Excerpted data:
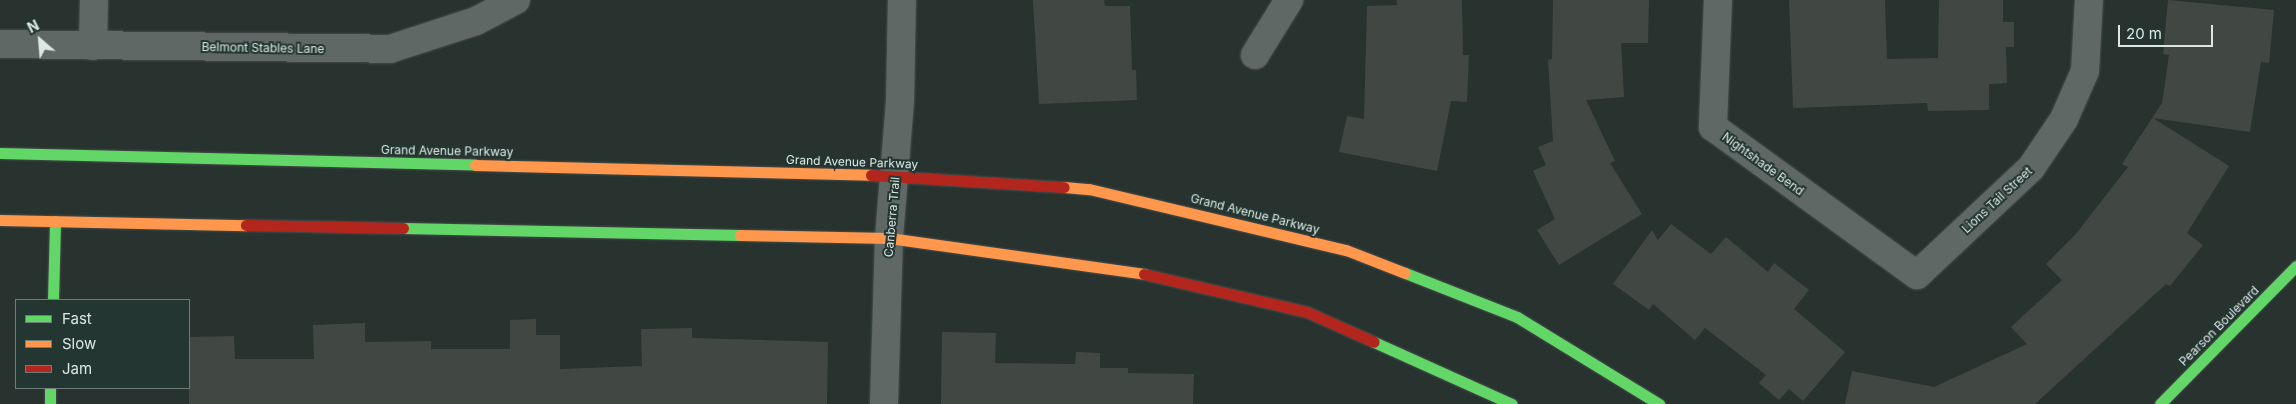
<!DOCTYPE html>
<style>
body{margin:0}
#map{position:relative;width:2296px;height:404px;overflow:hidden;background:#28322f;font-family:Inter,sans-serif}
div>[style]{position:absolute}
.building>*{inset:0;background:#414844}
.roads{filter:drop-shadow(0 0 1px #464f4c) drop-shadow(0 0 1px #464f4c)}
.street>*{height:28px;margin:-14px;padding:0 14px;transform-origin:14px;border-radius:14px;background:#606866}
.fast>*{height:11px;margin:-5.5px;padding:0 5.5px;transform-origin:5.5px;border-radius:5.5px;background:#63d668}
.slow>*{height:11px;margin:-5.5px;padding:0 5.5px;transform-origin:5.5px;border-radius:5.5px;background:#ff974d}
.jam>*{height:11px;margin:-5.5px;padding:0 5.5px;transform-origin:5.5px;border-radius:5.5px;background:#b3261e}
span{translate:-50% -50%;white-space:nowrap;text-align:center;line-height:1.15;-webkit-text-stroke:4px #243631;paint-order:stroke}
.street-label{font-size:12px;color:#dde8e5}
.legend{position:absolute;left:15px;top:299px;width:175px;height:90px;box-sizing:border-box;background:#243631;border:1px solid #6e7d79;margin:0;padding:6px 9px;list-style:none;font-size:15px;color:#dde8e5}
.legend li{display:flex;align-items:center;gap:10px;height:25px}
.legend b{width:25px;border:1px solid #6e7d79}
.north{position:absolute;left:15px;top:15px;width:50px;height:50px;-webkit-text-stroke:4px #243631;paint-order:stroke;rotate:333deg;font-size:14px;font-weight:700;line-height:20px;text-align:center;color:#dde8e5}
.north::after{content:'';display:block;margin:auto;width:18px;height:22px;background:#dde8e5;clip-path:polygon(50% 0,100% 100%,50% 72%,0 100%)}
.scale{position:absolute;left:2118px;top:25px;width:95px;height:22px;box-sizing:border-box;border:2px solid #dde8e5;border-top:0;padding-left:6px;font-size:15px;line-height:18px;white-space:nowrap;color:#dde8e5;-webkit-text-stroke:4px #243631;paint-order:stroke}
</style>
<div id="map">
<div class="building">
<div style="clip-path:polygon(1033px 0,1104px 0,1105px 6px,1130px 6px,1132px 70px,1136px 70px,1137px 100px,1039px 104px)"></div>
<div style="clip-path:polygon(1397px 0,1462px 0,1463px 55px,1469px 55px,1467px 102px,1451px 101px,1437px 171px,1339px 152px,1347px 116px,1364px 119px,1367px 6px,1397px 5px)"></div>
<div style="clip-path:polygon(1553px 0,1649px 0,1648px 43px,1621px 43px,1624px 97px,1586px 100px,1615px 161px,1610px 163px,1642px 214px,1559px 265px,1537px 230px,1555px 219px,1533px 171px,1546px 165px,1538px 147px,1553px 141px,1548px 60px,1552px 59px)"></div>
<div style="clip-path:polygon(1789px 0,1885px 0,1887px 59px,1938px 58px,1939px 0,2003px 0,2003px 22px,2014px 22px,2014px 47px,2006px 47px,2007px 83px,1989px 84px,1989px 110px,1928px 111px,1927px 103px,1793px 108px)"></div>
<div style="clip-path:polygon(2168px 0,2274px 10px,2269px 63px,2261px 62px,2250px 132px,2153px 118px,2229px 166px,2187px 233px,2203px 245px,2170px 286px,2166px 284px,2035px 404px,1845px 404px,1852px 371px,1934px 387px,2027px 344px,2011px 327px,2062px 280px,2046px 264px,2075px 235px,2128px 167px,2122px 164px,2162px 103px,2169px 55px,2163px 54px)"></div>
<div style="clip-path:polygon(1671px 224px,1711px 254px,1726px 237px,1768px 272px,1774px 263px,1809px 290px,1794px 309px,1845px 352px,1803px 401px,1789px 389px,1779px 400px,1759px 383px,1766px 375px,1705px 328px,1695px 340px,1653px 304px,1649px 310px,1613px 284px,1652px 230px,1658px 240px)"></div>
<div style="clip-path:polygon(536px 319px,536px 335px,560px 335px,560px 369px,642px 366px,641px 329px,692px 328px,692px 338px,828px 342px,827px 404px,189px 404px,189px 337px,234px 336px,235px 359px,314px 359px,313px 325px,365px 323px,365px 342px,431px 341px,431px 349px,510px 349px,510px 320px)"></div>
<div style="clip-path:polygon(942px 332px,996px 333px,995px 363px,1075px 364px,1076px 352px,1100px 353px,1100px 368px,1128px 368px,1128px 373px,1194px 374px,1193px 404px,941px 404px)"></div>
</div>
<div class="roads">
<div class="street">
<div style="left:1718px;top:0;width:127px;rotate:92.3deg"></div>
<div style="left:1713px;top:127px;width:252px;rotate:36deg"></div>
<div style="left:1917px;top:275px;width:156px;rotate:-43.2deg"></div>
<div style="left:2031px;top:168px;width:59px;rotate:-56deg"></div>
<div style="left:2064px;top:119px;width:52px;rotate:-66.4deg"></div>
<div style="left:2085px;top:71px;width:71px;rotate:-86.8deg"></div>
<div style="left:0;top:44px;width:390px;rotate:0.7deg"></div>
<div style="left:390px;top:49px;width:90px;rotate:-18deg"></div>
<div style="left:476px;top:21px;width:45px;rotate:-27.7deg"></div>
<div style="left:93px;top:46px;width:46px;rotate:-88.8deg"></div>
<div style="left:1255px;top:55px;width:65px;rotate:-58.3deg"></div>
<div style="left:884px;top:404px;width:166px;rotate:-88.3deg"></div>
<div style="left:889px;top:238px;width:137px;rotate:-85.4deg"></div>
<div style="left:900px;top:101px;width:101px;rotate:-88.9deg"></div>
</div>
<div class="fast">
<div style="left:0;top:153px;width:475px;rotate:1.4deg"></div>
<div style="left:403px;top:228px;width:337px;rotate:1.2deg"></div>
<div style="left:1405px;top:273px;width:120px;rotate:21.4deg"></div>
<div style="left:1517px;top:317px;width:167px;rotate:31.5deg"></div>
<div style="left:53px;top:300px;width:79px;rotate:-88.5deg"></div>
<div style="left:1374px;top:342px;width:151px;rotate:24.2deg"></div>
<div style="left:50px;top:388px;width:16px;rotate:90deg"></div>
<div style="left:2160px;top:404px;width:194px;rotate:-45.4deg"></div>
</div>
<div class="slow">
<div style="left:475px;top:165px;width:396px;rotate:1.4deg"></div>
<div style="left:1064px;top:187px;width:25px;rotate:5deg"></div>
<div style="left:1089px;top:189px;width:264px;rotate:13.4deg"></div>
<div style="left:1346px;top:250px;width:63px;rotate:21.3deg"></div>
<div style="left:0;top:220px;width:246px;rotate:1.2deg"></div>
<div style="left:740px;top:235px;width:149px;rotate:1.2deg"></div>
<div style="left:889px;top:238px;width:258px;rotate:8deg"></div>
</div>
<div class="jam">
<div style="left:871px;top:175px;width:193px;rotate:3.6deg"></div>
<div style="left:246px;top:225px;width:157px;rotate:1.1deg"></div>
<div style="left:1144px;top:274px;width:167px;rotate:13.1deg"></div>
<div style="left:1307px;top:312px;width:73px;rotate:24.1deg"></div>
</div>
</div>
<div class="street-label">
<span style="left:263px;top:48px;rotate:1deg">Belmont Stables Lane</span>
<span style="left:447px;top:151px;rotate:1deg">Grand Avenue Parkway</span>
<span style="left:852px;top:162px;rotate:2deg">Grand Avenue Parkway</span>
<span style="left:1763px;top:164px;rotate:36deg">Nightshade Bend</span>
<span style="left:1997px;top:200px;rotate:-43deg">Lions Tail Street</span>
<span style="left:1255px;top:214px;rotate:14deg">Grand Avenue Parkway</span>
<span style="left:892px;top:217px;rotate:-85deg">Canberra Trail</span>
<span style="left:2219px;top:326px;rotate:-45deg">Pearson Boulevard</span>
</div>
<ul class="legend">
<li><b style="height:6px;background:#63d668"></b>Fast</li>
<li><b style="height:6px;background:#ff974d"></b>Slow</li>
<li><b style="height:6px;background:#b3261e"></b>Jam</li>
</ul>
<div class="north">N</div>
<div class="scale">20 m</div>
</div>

Instructions to follow:
Please give again, exactly and only, the lines from the top of the listing above through the line that has "1px #464f4c) drop-shadow(0", with pictures left out.

Answer box:
<!DOCTYPE html>
<style>
body{margin:0}
#map{position:relative;width:2296px;height:404px;overflow:hidden;background:#28322f;font-family:Inter,sans-serif}
div>[style]{position:absolute}
.building>*{inset:0;background:#414844}
.roads{filter:drop-shadow(0 0 1px #464f4c) drop-shadow(0 0 1px #464f4c)}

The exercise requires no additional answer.